Moving too fast and not paying attention to a minority group’s history with the government is causing problems for reaching Latino groups as well, says René F. Najera, an epidemiologist who teaches at Johns Hopkins University and George Mason University. So is not understanding that, within an ethnic group, not everyone has the same concerns. “For the Mexican and Central American cohort, the concern is: Am I going to be asked to produce papers? Am I going to have to register on some database?” says Najera, whose family is originally from Mexico. “Permanent residents are worried about the Trump administration and the change to the public charge rule; they are fearful that using the health department or getting your vaccines could keep them from becoming citizens. And then within the Puerto Rican community, there’s a memory of unethical medical practices.”

Savoy, who is African American, sees patients at a clinic in North Philadelphia, in a historically poor zip code. Every year, she says, she has heard concerns about flu shots from some of her patients: worries about what the shot contains, fears that people are being used as test subjects. News coverage of the White House’s push to get the Covid-19 vaccine out quickly—even the name of the effort, “Warp Speed”—has made all that much worse.
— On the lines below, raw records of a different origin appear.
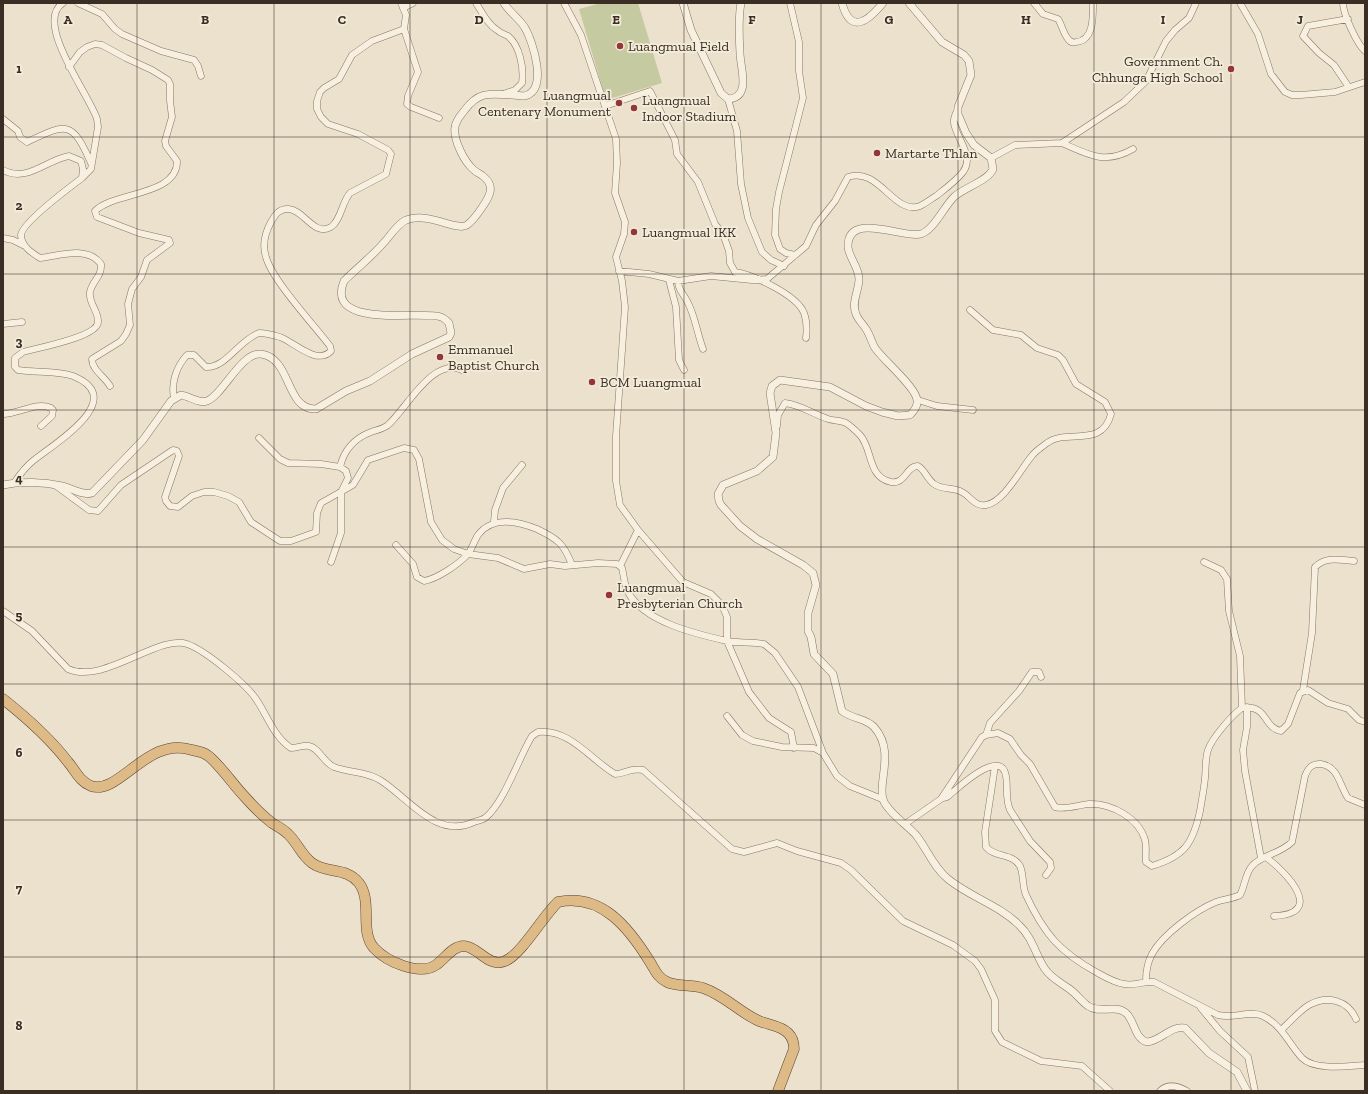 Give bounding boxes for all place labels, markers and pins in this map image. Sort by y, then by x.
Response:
place label: Luangmual Field [628,38,729,55]
marker: Luangmual Field [615,41,625,51]
place label: Government Ch. Chhunga High School [1092,53,1223,86]
marker: Government Ch. Chhunga High School [1226,64,1236,74]
place label: Luangmual Centenary Monument [478,87,612,120]
place label: Luangmual Indoor Stadium [642,92,736,125]
marker: Luangmual Centenary Monument [614,98,624,108]
marker: Luangmual Indoor Stadium [629,103,639,113]
place label: Martarte Thlan [885,145,977,162]
marker: Martarte Thlan [872,148,882,158]
place label: Luangmual IKK [642,224,736,241]
marker: Luangmual IKK [629,227,639,237]
place label: Emmanuel Baptist Church [448,341,540,374]
marker: Emmanuel Baptist Church [435,352,445,362]
place label: BCM Luangmual [600,374,702,391]
marker: BCM Luangmual [587,377,597,387]
place label: Luangmual Presbyterian Church [617,579,743,612]
marker: Luangmual Presbyterian Church [604,590,614,600]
“People say, ‘I always was suspicious that the government was trying to do stuff to me. And now I’m seeing on TV, the government is clearly doing things that don’t seem aboveboard,’” she says. Among her Black patients are grandparents who are old enough to have been included in the Tuskegee study, which was launched in 1932 and didn’t end until 1972, four years after a whistleblower made it public. “They will tell me that there are certain things that they will trust me on, and certain things that they love me for, but they just know that I’m just not old enough to know any better yet,” Savoy says.

Among her white patients, Savoy adds, there is similar distrust—not from any significant scandal such as Tuskegee, but from the experience of being a poor person in America. “They have been in situations where they feel like the government or society didn’t protect them,” she says. “And they see this as another situation where they can be harmed.”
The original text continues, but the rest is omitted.